The same samples when I run them using the biom file, tree, and metadata from QIIME 1.9.1 showed significant differential clustering. However, when I run them using Qiime2 DADA/denoised and 99% quality filtered these differences are less pronounced.

That's what I'm thinking is happening, can't this also be considered overfitting? In the sense that not every ASV is supposed to be a unique microbe? Maybe I'm understanding the concept incorrectly, but an OTUs can be represented by several ASV?

Thanks, is this per run? Then do a merge step? Thank you again for the input. Ben

Nicholas_Bokulich · August 21, 2018, 5:46pm

So it is based on sequences, not on taxonomy.

I don't think that can be considered overfitting but I think I see where you are going with that.

Every ASV is not necessarily a unique microbe, but they are unique sequences — and do a better job of removing noisy sequences than OTU picking. ASVs will theoretically capture distinct species, strains, even multi-copy heterogeneity within a single cell, provided that they have distinct sequences. So it is ambiguous exactly what a unique ASV represents, but that distinction can still be important. In your case I think we are seeing the opposite and maybe that's okay.

Correct

OTU picking does not need to be done on a per-run basis. I'd recommend merging and then clustering.

Good luck!

ben · August 21, 2018, 5:50pm

Great! Thank you very much. Ben

edit:

Quick question, given that we DADA and then denoised are not on paired reads, do I have to start from higher up on the pipeline to join the reads/denoise them and then dereplicate? Just wondering if there's a tutorial that I missed to get this done.

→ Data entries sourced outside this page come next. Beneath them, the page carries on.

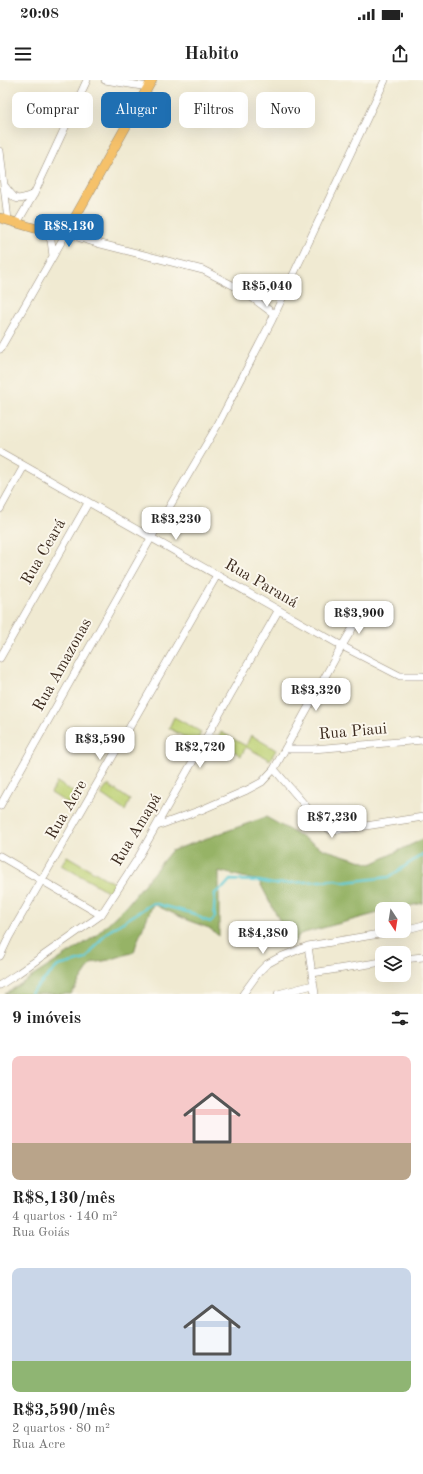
<!DOCTYPE html>
<html lang="pt">
<head>
<meta charset="utf-8">
<style>
	body { margin:0; font-family:"Old Standard TT",serif; background:#f2f2f2; color:#222; height:100vh; display:flex; flex-direction:column; font-size:15px; white-space:nowrap }
	* { box-sizing:border-box; margin:0 }
	p { font-size:13px; color:#767676 }
	.icon { flex:none; width:22px; height:22px; fill:none; stroke:currentColor; stroke-width:2; stroke-linecap:round; stroke-linejoin:round }
	.map { position:relative; height:914px; overflow:hidden }
	.drawer { display:flex; flex-direction:column; background:#fff; flex:1 }
	.drawer>* { flex:none }
	.guide { position:absolute; left:12px; top:12px; width:399px; height:36px; display:flex; gap:8px }
	.needle { width:26px; rotate:168deg }
	.fabs { position:absolute; left:375px; top:822px; display:grid; gap:8px }
	.fabs a { display:grid; place-items:center; width:36px; height:36px; border-radius:8px; background:#fff; box-shadow:0 4px 16px #0002; font-size:20px }
	.price { position:absolute; translate:-50% -34px; padding:0 9px; border-radius:8px; background:#fff; color:#222; font-size:13px; line-height:26px; filter:drop-shadow(0 1px 2px #0008) }
	.price::after { content:''; position:absolute; left:50%; top:24px; width:12px; height:9px; margin-left:-6px; background:inherit; clip-path:polygon(0 0,100% 0,50% 100%) }
	.price.current { background:#1f6fb2; color:#fff }
	ul { padding:0; list-style:none }
	li { display:grid; align-content:center; gap:8px; height:212px; padding:0 12px }
	li span { display:grid; place-items:center; height:124px; border-radius:8px; color:#555 }
	li>.icon { margin-inline-start:auto }
	span .icon { width:72px; height:72px; fill:#fffc; stroke-width:1 }
	li b { font-size:17px }
	h2 { display:flex; justify-content:space-between; align-items:center; height:48px; padding:0 12px; font-size:17px }
	.chip { padding:0 14px; border-radius:8px; background:#fff; box-shadow:0 4px 16px #0002; font-size:14px; line-height:36px }
	.chip.current { background:#1f6fb2; color:#fff }
	.status { display:flex; justify-content:space-between; align-items:center; height:28px; padding:0 20px; background:#fff; direction:ltr }
	.status svg { height:11px; fill:currentColor }
	header { display:flex; justify-content:space-between; align-items:center; height:52px; padding:0 12px; background:#fff; font-size:18px; font-weight:700 }
	.map>svg:first-child { display:block }
</style>
</head>
<body>
<div class="status"><b>20:08</b><svg viewBox="0 0 49 12"><path d="M0 12V9h3v3zM5 12V6h3v6zM10 12V3h3v9zM15 12V0h3v12zM26 1h20v11H26zM47 4h2v5h-2z"/></svg></div>
<header><svg class="icon" aria-label="menu" viewBox="0 0 24 24"><path d="M4 6h16M4 12h16M4 18h16"/></svg>Habito<svg class="icon" aria-label="share" viewBox="0 0 24 24"><path d="M12 15V3M7 8l5-5 5 5M5 13v7h14v-7"/></svg></header>
<div class="map">
<svg width="423" height="914" viewBox="0 0 423 914">
	<rect width="100%" height="100%" fill="#fbf7ec"/>
	<filter id="ink" filterUnits="userSpaceOnUse"><feTurbulence type="fractalNoise" baseFrequency=".025" numOctaves="2"/><feDisplacementMap in="SourceGraphic" scale="8" xChannelSelector="R" yChannelSelector="G"/><feConvolveMatrix kernelMatrix="1 2 1 2 8 2 1 2 1" color-interpolation-filters="sRGB"/></filter>
	<filter id="wash" filterUnits="userSpaceOnUse"><feTurbulence type="fractalNoise" baseFrequency=".012" numOctaves="4" result="noise"/><feDisplacementMap in="SourceGraphic" scale="16" xChannelSelector="R" yChannelSelector="G"/><feGaussianBlur stdDeviation="0.9" result="paint"/><feColorMatrix in="noise" values="0 0 0 0 0 0 0 0 0 0 0 0 0 0 0 0 0 1.4 0 .05"/><feComposite in="paint" operator="in"/></filter>
	<g filter="url(#wash)">
		<rect width="100%" height="100%" fill="#f0ead2"/>
		<path fill="#bdd175" stroke="#7c7e4a" d="M174 637 201 652 196 664 169 648Z
			M221 652 246 666 251 655 276 670 270 680 246 667 241 676 217 660Z
			M57 702 81 717 75 728 51 713Z
			M108 705 130 720 125 731 101 714Z
			M67 776 115 804 111 813 61 785Z"/>
		<path fill="#96b366" stroke="#686e42" d="M266 737 323 769 371 784 423 759V823L395 829H382V832L300 854 292 865 259 801 219 791V856L209 848 187 840 153 824 137 862 134 872 109 880 92 883 71 914H5L94 857 127 825 171 771Z"/>
		<g fill="none" stroke-linecap="round" stroke-linejoin="round">
			<path stroke="#5dcad4" stroke-width="2.5" d="M30 914 58 886 86 879 106 853 153 823 195 834 204 840 211 842 215 837 214 831 215 813 224 807 230 800 259 801 273 804 336 800 345 802 389 797 423 774"/>
		</g>
	</g>
	<g filter="url(#ink)">
		<g fill="none" stroke-linecap="round" stroke-linejoin="round">
			<g stroke="#968a78" stroke-width="8">
				<path id="minor" d="M105 0 148 7
					M0 71 8 140
					M4 105C16 121 15 122 34 114
					M17 143 34 114 87 0
					M44 151 51 160 53 176
					M0 269 68 150 80 158 97 163 203 190 242 210 274 234
					M0 372 342 566 400 596H423
					M0 429 24 386
					M0 578 88 423
					M285 669H313L423 660
					M274 689 322 745 331 750 353 748 423 737
					M0 726 151 458 217 346 271 242 385 0
					M157 746 201 730 247 710 262 702 274 689 342 566 361 534
					M0 776 101 835
					M404 850 423 845
					M308 866 315 914
					M0 876 9 857 217 495
					M404 879 423 877
					M312 893 382 882
					M0 905 17 894 101 835 138 778 278 531
					M243 914 259 892 267 884 278 878 308 866 397 851
					M278 914 313 905"/>
			</g>
			<g stroke="#968a78" stroke-width="10">
				<path id="major" d="M0 138 44 151 68 150 152 0"/>
			</g>
			<use href="#minor" stroke="#fff" stroke-width="7"/>
			<use href="#major" stroke="#f5c16b" stroke-width="9"/>
		</g>
	</g>
	<g text-anchor="middle" dominant-baseline="central" stroke-width="4" stroke-linejoin="round" paint-order="stroke">
		<g font-size="16" fill="#3b2a1e" stroke="#fbf7ec">
			<text transform="translate(44 472) rotate(-60)">Rua Ceará</text>
			<text transform="translate(261 504) rotate(30)">Rua Paraná</text>
			<text transform="translate(63 585) rotate(-61)">Rua Amazonas</text>
			<text transform="translate(353 652) rotate(-5)">Rua Piaui</text>
			<text transform="translate(67 730) rotate(-60)">Rua Acre</text>
			<text transform="translate(137 750) rotate(-59)">Rua Amapá</text>
		</g>
	</g>
</svg>
<div class="fabs">
<a><svg class="needle" viewBox="-14 -14 28 28"><path d="M0-13l5 13h-10z" fill="#e53935"/><path d="M0 13l5-13h-10z" fill="#767676"/></svg></a>
<a><svg class="icon" aria-label="layers" viewBox="0 0 24 24"><path d="M12 4l9 5-9 5-9-5zM3 14l9 5 9-5"/></svg></a>
</div>
<b class="price current" style="left:69px;top:168px">R$8,130</b>
<b class="price" style="left:267px;top:228px">R$5,040</b>
<b class="price" style="left:176px;top:461px">R$3,230</b>
<b class="price" style="left:359px;top:555px">R$3,900</b>
<b class="price" style="left:316px;top:632px">R$3,320</b>
<b class="price" style="left:100px;top:681px">R$3,590</b>
<b class="price" style="left:200px;top:689px">R$2,720</b>
<b class="price" style="left:332px;top:759px">R$7,230</b>
<b class="price" style="left:263px;top:875px">R$4,380</b>
<div class="guide">
<a class="chip">Comprar</a>
<a class="chip current">Alugar</a>
<a class="chip">Filtros</a>
<a class="chip">Novo</a>
</div>
</div>
<section class="drawer">
<h2>9 imóveis<svg class="icon" aria-label="filters" viewBox="0 0 24 24"><path d="M4 7h16M4 17h16"/><circle cx="9" cy="7" r="2"/><circle cx="15" cy="17" r="2"/></svg></h2>
<ul>
<li><span style="background:linear-gradient(#f6c9c9 70%,#b9a48a 0)"><svg class="icon" aria-label="home" viewBox="0 0 24 24"><path d="M3 11l9-7 9 7M6 9v11h12V9"/></svg></span><div><b>R$8,130/mês</b><p>4 quartos · 140 m²</p><p>Rua Goiás</p></div></li>
<li><span style="background:linear-gradient(#c9d6e8 75%,#8fb573 0)"><svg class="icon" aria-label="home" viewBox="0 0 24 24"><path d="M3 11l9-7 9 7M6 9v11h12V9"/></svg></span><div><b>R$3,590/mês</b><p>2 quartos · 80 m²</p><p>Rua Acre</p></div></li>
</ul>
</section>
</body>
</html>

Could I also pair the reads from the out-table/sequences from the DADA2-denoise run? Ben

Nicholas_Bokulich · August 21, 2018, 9:36pm

dada2 will join paired-end reads for you after denoising... it's all built in to the pipeline.

also fyi: please always make new posts instead of editing existing posts to ask new questions or change the information given. Only a new post automatically registers as queued, so it would be very easy to miss your edited question.